BILL HUGHES | BUSINESS PRESS
The Marriott Grand Chateau on East Harmon Avenue is seen in August. The time share industry has struggled as sales have dropped, lenders have tightened credit and the economy has soured.
Nusbaum expects $6 billion to $7 billion in sales this year.
"Right now, we are victims of the credit crunch," Nusbaum said. "Our industry has shrunk temporarily. It's been very humbling."
The weakness of the economy makes consumers less likely to make big, discretionary purchases like time shares, JMP Securities analyst Will Marks said.
Nusbaum added: "There are fewer people traveling because they are worried about losing their job."

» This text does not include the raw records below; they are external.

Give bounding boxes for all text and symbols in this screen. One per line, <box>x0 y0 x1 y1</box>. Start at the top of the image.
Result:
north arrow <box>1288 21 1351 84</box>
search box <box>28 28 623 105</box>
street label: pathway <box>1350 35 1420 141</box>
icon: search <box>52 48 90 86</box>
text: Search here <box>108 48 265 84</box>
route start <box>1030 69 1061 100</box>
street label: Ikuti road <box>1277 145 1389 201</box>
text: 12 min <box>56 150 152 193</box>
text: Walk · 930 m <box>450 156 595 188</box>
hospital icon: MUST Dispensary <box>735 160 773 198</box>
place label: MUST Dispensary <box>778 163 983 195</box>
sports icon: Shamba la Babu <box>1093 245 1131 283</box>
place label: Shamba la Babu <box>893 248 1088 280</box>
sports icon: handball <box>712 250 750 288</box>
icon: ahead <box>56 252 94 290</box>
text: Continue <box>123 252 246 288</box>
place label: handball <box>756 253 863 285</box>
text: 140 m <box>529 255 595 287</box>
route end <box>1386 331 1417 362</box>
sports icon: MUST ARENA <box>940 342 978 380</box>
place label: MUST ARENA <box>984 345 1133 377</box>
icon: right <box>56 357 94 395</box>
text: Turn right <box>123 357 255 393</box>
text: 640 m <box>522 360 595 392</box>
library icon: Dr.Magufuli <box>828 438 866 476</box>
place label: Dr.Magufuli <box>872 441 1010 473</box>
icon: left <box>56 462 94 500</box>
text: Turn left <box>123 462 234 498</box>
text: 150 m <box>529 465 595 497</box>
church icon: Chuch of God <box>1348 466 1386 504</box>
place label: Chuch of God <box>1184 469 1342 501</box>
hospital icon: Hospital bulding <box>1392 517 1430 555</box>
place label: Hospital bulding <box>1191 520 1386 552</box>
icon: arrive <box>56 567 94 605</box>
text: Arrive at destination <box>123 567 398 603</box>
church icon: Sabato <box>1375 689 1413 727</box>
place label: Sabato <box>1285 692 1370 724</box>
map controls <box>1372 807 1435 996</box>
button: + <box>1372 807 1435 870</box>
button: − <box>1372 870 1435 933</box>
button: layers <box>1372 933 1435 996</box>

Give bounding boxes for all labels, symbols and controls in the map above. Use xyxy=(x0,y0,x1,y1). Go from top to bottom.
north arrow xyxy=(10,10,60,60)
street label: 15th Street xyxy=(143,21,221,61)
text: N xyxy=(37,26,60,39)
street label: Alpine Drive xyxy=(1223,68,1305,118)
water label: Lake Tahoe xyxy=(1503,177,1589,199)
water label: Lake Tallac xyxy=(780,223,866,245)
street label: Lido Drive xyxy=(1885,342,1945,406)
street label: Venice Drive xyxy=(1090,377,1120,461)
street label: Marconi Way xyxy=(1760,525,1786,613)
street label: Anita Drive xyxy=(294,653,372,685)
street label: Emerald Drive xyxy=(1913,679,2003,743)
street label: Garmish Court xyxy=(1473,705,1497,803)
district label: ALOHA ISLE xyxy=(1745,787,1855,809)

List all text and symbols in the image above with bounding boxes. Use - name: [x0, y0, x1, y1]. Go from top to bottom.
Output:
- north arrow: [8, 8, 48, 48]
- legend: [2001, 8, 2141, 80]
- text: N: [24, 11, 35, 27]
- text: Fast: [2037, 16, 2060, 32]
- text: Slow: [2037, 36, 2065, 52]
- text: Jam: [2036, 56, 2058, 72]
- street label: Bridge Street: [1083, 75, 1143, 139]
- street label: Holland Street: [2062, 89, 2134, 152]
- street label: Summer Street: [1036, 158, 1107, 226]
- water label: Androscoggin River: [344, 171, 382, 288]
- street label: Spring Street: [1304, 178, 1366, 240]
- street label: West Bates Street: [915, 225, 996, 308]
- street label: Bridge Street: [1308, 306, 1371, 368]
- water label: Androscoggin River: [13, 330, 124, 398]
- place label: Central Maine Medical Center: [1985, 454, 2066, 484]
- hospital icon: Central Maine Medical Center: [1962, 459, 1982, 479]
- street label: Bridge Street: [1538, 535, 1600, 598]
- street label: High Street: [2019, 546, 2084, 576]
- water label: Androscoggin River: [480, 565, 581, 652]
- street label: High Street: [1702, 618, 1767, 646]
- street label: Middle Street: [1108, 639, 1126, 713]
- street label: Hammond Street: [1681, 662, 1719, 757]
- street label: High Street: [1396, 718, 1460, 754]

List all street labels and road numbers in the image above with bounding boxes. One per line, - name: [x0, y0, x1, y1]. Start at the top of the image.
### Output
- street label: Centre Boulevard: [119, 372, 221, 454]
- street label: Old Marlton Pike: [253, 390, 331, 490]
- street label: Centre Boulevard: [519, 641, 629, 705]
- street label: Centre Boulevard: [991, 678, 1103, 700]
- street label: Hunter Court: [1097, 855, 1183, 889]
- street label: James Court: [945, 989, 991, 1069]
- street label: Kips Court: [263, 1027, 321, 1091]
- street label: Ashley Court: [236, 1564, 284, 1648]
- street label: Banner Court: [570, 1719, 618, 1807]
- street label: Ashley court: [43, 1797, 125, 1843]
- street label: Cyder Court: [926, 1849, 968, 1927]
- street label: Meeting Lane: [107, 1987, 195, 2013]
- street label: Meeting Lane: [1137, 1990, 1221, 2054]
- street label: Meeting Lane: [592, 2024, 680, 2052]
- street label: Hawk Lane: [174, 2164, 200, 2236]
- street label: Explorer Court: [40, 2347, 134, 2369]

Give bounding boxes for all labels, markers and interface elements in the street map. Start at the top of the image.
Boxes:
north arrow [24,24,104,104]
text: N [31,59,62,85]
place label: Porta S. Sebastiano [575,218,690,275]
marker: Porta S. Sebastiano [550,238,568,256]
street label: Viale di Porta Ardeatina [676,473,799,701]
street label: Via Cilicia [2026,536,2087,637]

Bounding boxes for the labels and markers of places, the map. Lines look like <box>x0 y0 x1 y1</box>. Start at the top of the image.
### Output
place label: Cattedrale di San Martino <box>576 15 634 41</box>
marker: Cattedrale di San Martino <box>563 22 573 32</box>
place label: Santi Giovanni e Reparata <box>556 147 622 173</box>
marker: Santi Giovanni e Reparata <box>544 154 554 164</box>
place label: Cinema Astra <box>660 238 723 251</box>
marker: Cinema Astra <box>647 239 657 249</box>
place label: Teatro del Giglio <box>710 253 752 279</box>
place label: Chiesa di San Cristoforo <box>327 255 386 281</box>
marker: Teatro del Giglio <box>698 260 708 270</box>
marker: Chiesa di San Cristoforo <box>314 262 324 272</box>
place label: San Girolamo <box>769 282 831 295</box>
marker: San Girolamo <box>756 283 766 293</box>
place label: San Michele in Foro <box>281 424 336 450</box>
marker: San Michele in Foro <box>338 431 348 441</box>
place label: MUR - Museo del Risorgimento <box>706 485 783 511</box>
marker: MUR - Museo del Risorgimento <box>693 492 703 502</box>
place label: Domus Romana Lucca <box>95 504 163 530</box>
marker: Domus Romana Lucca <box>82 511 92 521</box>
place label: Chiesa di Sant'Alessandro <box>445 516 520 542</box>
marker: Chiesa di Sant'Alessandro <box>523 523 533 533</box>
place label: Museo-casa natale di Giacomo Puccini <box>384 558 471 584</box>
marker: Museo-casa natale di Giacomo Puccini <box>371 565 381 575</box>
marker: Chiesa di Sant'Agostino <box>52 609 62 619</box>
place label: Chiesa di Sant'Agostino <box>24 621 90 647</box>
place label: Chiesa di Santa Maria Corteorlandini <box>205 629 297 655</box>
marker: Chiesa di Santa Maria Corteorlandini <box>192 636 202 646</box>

Las Vegas relies largely on tourists from California, and the recession has hit California particularly hard, he said.
The time share industry plays a significant role in Las Vegas' tourism sector.
The industry made $1.6 billion of purchases in Las Vegas during 2007, according to a study prepared by accounting firm PricewaterhouseCoopers for the ARDA International Foundation. It created jobs for 12,320 workers with $552 million in annual income.
The number of active time share agents and representatives in Nevada fell 20 percent to 3,424 in June from 4,278 a year ago, according to the Real Estate Division. Representatives are the workers who induce people to attend sales presentations.
Real Estate Division Administrator Gail Anderson attributed the decline of representatives to developers closing project site offices because of the economic slump.
In 2008, the industry opened time share properties costing $6.6 billion and added 1,268 time share units, the Las Vegas Convention and Visitors Authority reports.
So far in 2009, the 400-unit Grandview at Las Vegas opened in May. The 1,228-unit Planet Hollywood Towers by Westgate, the only other new project this year, is expected to open within a few weeks.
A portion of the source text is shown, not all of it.